◆ **ACTIVITY**
From the first line of the material through the line containing "position:absolute; inset:0; border:4px", restate everything word for word and nothing more.

◆ **DATA FOR THIS TASK**
• • • • • • •
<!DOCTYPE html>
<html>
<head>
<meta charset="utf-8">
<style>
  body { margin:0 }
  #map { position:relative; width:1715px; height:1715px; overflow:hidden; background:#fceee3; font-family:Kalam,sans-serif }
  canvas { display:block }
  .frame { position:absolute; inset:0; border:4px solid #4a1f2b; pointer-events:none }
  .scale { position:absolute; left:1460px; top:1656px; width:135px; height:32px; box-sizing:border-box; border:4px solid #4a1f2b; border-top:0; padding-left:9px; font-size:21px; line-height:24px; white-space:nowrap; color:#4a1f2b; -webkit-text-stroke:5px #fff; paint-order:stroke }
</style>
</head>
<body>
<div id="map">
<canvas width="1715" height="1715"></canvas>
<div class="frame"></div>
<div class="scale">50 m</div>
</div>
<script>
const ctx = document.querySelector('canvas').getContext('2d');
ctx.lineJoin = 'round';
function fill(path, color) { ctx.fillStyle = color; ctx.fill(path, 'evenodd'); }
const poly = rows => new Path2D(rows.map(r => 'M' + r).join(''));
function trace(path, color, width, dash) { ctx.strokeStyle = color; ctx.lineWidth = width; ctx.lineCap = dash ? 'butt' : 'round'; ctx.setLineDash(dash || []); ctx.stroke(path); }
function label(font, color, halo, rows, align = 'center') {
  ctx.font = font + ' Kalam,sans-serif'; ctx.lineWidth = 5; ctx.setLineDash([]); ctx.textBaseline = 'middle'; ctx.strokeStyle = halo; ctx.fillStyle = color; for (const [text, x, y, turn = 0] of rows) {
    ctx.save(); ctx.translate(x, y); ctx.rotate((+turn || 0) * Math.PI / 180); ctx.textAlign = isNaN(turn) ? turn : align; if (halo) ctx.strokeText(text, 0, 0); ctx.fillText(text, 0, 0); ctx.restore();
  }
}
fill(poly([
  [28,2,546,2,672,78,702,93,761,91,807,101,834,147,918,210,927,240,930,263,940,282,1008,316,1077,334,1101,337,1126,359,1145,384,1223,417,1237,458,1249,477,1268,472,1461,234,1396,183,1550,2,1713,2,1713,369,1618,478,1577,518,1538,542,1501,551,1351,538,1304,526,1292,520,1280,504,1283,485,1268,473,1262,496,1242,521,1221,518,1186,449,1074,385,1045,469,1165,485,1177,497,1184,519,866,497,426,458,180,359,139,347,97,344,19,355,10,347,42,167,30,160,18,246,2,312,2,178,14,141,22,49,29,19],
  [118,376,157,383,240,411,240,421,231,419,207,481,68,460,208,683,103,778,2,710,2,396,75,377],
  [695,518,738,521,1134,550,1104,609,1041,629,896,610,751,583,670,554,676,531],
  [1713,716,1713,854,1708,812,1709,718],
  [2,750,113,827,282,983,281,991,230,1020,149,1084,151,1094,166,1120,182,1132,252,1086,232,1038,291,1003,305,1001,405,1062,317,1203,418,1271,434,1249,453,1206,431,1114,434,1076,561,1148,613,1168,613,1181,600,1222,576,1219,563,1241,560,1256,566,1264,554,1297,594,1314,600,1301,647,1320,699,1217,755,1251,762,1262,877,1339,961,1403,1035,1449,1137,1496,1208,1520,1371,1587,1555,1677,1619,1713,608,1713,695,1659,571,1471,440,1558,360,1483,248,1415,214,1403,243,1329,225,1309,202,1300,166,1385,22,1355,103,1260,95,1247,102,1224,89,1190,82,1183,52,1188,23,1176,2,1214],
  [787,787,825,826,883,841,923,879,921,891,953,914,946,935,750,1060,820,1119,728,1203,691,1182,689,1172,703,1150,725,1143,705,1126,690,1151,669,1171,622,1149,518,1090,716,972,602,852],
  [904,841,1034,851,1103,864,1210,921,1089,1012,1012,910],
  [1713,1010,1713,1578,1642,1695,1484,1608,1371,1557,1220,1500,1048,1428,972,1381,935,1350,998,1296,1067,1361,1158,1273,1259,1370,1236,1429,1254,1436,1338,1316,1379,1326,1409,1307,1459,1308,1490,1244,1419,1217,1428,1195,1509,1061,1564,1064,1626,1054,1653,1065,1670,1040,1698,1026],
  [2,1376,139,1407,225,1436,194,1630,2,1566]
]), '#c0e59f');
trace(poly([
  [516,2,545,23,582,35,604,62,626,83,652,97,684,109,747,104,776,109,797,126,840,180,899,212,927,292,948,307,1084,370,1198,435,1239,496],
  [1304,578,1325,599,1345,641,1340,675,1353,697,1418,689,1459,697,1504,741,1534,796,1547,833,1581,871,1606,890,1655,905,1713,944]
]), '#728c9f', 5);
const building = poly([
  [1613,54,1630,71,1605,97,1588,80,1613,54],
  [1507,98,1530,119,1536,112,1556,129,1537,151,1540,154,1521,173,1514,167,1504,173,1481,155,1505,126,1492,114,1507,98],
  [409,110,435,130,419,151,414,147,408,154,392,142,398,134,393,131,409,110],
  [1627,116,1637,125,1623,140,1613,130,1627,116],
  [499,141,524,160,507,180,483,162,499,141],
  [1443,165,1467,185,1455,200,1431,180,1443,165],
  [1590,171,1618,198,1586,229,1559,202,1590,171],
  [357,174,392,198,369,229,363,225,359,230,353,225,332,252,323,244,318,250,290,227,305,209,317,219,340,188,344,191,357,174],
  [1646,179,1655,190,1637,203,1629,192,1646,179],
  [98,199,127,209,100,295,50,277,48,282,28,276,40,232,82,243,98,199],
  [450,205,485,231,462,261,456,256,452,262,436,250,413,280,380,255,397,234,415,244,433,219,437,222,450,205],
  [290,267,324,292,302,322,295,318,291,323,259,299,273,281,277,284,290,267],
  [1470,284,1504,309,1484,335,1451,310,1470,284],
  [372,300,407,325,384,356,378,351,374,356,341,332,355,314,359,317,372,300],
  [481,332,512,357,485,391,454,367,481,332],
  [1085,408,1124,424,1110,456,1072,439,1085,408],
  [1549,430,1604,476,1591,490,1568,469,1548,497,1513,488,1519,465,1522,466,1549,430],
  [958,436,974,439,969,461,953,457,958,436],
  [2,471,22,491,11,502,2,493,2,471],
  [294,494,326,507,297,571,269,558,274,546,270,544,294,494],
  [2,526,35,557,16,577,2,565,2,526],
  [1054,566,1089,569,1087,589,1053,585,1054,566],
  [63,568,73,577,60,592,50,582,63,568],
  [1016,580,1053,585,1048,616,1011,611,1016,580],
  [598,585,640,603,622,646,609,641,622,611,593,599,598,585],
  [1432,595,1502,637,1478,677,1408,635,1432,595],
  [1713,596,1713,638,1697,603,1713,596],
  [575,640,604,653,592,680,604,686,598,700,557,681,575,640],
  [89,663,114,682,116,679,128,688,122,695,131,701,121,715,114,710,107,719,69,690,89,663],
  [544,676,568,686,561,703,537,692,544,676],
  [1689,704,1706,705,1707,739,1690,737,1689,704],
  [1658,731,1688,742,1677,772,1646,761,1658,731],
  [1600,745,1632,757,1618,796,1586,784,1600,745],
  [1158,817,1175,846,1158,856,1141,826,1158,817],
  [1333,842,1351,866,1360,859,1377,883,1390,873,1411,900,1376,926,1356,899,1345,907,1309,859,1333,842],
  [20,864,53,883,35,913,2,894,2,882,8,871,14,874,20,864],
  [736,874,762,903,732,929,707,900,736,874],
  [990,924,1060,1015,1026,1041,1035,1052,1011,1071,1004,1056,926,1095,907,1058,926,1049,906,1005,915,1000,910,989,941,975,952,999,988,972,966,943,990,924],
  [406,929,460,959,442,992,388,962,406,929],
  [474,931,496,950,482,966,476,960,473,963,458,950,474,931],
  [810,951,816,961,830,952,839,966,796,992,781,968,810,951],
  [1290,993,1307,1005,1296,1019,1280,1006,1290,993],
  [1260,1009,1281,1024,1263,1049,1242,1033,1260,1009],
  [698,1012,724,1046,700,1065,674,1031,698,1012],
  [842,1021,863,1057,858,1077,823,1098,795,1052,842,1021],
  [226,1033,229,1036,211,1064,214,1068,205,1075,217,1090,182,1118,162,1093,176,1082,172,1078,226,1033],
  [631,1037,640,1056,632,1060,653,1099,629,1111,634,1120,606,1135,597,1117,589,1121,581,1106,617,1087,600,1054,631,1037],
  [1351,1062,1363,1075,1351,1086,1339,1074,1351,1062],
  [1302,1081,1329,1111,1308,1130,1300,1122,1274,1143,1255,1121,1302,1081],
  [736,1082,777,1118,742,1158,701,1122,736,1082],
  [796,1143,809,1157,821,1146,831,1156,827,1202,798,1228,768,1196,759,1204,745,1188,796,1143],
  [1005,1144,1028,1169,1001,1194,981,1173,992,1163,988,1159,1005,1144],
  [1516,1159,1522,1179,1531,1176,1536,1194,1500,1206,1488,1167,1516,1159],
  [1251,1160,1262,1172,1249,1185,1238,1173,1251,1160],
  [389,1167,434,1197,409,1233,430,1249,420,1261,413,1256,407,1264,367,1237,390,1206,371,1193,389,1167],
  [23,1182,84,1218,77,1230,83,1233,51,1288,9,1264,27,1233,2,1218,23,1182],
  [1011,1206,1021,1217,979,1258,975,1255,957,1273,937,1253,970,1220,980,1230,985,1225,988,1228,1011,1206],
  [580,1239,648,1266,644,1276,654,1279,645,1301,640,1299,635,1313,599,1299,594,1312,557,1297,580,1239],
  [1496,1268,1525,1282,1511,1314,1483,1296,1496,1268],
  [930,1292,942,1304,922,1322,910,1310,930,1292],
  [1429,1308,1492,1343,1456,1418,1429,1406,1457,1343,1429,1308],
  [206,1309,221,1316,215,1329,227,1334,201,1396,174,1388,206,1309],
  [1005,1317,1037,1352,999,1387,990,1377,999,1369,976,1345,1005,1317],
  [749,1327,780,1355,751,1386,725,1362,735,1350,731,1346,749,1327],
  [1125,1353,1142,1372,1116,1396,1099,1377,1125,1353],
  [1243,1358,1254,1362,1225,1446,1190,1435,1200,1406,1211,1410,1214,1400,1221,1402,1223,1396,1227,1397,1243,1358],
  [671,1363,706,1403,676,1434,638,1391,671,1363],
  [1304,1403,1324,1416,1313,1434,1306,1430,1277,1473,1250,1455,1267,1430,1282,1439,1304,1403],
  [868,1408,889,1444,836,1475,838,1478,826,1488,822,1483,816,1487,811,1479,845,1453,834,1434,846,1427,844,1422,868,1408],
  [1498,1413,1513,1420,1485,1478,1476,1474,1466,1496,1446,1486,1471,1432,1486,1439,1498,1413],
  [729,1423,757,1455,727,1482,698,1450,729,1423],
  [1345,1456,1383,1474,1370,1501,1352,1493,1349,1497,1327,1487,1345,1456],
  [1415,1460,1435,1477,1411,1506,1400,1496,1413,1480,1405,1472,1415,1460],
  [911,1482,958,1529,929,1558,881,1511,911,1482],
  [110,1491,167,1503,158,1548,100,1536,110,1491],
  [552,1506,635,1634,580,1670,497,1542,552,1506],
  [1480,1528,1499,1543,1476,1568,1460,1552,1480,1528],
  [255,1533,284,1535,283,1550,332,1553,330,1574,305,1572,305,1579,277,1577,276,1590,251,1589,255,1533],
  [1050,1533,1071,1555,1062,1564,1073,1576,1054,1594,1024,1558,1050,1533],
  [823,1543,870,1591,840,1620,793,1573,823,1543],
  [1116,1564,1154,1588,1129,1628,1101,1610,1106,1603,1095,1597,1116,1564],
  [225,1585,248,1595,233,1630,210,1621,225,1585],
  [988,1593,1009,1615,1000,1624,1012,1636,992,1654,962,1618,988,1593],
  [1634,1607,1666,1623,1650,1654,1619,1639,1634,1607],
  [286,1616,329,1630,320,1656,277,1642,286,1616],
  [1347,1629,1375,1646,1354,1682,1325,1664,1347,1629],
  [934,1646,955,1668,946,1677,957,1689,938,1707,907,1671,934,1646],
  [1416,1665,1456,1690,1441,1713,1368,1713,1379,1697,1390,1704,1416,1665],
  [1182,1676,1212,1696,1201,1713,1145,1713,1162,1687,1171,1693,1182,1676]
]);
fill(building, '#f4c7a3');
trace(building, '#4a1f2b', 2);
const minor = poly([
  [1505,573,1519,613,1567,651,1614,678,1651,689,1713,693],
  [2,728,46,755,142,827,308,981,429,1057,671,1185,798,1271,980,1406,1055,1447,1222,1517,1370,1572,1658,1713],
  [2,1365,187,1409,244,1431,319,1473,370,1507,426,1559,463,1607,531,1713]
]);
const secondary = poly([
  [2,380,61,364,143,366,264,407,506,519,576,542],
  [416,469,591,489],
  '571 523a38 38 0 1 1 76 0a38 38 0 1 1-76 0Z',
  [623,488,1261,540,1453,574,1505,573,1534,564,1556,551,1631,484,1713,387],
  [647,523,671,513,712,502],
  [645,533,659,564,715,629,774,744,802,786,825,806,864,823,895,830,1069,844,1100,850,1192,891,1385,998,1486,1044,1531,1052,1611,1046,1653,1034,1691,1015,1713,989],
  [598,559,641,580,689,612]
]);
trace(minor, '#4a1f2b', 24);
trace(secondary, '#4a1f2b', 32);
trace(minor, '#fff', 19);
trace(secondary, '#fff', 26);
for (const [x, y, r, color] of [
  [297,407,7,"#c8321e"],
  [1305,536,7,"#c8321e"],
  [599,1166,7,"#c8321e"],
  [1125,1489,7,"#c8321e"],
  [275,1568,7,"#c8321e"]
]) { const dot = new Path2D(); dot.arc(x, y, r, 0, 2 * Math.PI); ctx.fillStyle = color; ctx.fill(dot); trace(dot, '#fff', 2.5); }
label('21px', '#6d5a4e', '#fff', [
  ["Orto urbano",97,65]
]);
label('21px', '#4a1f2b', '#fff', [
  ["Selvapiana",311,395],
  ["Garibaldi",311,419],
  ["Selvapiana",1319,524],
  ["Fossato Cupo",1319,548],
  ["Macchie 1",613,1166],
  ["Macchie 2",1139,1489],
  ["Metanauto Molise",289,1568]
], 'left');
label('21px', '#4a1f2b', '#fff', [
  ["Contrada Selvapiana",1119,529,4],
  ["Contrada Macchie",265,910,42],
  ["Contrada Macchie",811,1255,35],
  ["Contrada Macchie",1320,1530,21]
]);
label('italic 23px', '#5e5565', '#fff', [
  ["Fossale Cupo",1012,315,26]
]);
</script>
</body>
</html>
• • • • • • •
◆ **RESPONSE AREA**
<!DOCTYPE html>
<html>
<head>
<meta charset="utf-8">
<style>
  body { margin:0 }
  #map { position:relative; width:1715px; height:1715px; overflow:hidden; background:#fceee3; font-family:Kalam,sans-serif }
  canvas { display:block }
  .frame { position:absolute; inset:0; border:4px solid #4a1f2b; pointer-events:none }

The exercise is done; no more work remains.